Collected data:
=-=-=-=-=

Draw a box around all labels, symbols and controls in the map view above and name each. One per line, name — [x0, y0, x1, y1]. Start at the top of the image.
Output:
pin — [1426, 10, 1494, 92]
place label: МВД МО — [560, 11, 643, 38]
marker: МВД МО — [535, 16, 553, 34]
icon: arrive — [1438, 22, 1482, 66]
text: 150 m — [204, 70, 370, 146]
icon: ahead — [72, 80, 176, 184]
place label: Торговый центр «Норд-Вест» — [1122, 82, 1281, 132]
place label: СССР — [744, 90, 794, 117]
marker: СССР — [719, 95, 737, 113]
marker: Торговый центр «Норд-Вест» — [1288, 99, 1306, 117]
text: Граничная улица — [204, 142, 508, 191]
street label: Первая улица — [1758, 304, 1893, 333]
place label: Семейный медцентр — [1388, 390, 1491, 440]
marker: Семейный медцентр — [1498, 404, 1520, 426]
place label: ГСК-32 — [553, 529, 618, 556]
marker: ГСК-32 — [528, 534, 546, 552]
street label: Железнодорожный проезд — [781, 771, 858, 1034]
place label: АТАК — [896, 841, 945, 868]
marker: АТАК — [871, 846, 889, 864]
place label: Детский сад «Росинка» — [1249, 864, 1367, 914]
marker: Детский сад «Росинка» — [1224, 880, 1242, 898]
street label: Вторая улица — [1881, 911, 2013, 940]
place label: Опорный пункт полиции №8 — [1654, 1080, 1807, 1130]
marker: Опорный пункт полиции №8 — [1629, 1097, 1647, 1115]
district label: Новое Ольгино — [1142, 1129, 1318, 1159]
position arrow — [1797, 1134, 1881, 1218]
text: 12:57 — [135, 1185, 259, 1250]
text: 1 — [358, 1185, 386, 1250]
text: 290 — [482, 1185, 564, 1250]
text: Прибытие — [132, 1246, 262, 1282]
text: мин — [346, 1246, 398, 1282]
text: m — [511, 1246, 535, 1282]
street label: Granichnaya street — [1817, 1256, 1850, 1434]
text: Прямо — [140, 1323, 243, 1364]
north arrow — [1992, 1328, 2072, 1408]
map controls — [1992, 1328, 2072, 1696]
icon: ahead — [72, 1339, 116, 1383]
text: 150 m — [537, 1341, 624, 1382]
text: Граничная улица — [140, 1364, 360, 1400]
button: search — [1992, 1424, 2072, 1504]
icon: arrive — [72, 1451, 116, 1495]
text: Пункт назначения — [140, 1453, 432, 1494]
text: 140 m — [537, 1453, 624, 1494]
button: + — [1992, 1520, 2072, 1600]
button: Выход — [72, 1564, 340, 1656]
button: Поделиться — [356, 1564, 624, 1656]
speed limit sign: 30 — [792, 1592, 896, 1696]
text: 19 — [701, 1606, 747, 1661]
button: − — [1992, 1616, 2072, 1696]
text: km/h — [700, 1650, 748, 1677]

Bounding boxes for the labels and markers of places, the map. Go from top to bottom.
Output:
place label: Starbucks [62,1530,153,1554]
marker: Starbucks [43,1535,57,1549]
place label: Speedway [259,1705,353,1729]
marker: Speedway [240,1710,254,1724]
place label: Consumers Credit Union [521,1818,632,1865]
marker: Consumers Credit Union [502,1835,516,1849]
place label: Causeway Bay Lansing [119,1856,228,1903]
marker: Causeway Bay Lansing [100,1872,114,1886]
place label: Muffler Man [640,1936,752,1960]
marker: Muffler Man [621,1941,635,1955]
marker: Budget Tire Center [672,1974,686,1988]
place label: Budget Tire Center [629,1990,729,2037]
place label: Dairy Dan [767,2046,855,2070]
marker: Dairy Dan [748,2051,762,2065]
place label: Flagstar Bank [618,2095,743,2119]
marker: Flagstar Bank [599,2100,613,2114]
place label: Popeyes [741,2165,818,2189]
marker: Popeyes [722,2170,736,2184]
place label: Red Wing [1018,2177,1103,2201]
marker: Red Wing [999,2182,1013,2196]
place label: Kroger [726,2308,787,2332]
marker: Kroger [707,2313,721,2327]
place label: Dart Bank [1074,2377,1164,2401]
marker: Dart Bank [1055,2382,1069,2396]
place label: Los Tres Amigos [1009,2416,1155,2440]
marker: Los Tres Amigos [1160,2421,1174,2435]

=-=-=-=-=

● Required work: Go over the data above and copy every line that has the word "Lansing" in it.

● Answer to this exercise:
place label: Causeway Bay Lansing [119,1856,228,1903]
marker: Causeway Bay Lansing [100,1872,114,1886]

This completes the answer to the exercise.